Plant Data Historians

Jack Wilkins

Applications in which sensors provide data are growing exponentially, allowing manufacturers to refine their operations and enhance their efficiencies. The more sensors show they can do, the more they are asked to do. But the sensor is just the front end of the process. If you can't aggregate the data, analyze trends, and cull actionable information, sensors' contribution is all for not. That's where plant data historians come in.

Strong Suits
The architecture of the plant data historians is tailored for certain types of applications and optimized for time-series data, which means that they excel at answering questions such as: "What was today's hourly unit production standard deviation?"

These repositories are the perfect choice when you must capture data from sensors and other real-time systems because they use manufacturing standards, such as OPC, that facilitate communications. With plant data historians, you can streamline implementation by using standard interfaces.

In addition, these systems require little or no management or creation of data schema, triggers, stored procedures, or views. You can usually install and configure a plant data historian quickly without specialized services, such as custom coding or scripting for the installation.

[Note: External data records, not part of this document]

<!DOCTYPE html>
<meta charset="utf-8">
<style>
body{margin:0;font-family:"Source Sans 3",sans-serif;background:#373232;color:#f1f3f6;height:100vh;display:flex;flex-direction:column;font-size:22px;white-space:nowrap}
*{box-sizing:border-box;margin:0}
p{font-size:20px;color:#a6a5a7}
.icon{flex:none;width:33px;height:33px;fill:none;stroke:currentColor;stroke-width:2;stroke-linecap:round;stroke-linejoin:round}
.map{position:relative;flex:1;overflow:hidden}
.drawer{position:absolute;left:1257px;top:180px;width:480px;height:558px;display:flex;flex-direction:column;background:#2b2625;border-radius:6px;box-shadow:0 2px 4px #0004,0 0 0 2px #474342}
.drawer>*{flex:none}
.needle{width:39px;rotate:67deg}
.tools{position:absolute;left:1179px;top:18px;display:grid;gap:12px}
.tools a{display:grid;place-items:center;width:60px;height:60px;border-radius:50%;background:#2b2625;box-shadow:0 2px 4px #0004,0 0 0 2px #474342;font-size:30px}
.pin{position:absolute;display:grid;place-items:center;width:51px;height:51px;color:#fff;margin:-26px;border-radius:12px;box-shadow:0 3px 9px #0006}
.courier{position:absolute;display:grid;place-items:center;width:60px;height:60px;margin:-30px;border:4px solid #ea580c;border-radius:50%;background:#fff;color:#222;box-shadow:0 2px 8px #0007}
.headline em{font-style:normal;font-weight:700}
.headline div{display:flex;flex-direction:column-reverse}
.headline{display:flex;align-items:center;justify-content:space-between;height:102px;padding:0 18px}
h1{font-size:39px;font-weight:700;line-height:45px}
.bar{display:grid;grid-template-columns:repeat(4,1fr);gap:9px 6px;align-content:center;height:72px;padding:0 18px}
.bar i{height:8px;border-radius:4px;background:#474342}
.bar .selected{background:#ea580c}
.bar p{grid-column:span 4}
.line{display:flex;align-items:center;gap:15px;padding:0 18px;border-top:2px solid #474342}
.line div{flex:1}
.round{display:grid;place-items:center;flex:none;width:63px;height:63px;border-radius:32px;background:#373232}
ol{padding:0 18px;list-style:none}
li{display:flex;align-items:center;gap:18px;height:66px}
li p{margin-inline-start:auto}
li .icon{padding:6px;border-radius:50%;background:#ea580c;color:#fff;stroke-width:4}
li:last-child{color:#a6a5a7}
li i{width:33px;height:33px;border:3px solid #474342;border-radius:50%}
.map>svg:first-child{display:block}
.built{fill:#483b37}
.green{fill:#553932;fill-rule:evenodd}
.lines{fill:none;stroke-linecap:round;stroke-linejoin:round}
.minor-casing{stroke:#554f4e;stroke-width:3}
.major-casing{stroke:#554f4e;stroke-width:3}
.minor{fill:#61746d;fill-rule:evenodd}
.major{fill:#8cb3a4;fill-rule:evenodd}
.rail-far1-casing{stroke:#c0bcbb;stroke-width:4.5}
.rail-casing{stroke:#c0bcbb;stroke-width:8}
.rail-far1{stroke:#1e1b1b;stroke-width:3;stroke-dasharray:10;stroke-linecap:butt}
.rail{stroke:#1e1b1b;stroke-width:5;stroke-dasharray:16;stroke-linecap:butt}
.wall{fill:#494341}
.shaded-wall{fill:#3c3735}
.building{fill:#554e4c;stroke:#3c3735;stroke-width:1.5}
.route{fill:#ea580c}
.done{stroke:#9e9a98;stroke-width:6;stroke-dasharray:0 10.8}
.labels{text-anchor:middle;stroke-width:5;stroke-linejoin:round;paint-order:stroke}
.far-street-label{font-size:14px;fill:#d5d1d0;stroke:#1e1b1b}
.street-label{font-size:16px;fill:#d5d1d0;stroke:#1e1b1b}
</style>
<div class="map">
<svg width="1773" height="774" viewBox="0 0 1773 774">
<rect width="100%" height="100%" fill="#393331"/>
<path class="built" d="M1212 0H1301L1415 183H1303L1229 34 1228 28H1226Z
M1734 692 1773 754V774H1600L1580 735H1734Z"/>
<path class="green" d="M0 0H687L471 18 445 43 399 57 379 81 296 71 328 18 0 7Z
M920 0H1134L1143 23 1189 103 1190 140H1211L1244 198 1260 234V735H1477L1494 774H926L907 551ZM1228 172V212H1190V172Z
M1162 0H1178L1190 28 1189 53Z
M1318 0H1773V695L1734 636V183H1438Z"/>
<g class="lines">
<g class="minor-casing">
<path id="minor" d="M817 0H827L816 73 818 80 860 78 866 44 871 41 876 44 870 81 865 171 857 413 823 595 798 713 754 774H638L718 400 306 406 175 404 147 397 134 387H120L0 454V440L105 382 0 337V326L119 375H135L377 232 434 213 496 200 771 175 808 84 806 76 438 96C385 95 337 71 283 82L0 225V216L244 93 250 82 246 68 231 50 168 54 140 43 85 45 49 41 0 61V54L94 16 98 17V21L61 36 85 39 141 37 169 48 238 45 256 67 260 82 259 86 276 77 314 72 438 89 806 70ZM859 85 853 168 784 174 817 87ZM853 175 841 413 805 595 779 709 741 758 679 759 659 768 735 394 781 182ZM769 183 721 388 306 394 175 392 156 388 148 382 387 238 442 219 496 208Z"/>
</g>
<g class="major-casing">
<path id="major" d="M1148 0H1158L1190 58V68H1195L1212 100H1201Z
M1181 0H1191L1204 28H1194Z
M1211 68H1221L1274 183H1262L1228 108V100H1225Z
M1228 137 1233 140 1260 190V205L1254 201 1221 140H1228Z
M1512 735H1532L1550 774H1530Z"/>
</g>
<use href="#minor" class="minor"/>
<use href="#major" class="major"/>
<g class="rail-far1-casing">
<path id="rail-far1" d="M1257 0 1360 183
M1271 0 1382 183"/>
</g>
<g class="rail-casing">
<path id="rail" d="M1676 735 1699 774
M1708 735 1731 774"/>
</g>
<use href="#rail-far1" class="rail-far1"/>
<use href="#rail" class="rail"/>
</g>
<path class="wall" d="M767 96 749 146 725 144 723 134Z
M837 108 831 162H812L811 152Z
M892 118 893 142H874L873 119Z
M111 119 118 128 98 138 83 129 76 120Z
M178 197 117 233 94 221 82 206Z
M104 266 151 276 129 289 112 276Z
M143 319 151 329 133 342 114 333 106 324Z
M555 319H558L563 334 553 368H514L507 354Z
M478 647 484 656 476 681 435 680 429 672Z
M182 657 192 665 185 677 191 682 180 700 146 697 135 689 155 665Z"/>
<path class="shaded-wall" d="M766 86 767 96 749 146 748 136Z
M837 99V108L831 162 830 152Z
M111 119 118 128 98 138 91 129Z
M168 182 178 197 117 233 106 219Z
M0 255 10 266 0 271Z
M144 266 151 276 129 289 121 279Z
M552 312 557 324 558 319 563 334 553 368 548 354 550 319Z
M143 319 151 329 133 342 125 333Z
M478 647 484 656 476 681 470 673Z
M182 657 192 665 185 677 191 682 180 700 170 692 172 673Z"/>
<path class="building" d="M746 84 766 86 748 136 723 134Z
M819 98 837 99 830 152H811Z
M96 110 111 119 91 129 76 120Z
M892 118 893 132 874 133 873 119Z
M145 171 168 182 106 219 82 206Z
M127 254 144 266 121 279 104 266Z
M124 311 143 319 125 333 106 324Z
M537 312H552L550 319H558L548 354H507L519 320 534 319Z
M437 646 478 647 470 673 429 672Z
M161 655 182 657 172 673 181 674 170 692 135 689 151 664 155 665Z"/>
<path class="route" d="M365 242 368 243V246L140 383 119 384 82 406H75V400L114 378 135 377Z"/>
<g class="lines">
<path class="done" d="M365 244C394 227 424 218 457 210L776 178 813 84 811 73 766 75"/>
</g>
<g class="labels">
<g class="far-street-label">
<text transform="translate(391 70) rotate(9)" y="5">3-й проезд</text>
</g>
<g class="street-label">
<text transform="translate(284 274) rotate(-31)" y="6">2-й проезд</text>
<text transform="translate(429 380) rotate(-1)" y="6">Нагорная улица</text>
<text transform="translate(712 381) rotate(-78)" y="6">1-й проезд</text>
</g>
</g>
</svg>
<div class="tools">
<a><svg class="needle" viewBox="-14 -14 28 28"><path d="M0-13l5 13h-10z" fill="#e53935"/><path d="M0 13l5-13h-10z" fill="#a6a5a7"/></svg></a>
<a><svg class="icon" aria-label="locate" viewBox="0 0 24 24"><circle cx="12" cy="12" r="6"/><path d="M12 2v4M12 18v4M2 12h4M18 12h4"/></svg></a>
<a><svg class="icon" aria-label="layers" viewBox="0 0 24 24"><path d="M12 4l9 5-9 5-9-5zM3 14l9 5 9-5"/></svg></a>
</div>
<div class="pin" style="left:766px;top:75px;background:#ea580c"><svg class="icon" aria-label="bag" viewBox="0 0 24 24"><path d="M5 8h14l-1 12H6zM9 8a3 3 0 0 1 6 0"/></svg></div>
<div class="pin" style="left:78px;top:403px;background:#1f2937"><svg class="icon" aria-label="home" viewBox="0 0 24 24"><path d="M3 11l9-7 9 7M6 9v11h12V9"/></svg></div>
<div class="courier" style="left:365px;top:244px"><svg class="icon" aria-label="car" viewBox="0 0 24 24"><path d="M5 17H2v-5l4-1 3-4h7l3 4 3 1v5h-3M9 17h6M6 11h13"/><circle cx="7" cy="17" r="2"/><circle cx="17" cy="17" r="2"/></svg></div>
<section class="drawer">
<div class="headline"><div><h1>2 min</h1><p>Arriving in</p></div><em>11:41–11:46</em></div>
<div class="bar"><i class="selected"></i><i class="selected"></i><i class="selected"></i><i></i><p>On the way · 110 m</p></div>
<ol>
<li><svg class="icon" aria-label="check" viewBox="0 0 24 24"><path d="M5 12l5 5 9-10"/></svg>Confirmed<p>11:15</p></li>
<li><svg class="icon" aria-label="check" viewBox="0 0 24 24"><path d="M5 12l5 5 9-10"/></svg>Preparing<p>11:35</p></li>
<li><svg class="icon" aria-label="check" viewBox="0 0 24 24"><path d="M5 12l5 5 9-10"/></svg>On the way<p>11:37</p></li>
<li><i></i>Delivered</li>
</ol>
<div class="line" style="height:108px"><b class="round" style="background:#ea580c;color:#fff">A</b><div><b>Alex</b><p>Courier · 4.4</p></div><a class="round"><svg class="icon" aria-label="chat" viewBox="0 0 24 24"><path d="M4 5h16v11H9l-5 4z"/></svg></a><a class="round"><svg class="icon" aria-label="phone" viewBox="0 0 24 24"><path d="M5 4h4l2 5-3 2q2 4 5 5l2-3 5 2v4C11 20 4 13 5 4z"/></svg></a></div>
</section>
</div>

Plant data historians are also designed to survive the harshness of the production floor and feature the ability to continue capturing and storing data even if the main data store is unavailable. Another feature typically found in a plant data historian is the ability to compress data, reducing the amount of drive space required. When capturing time-series data rapidly (with a re-read rate of less than 5 s) for several thousand sensors, a plant data historian may work best.

No Repository Is an Island
While plant data historians can meet some of your needs well some of the time, they probably can't meet all of them all of the time. For complete coverage, you might consider combining this system with a relational database and other analysis tools (e.g., Excel).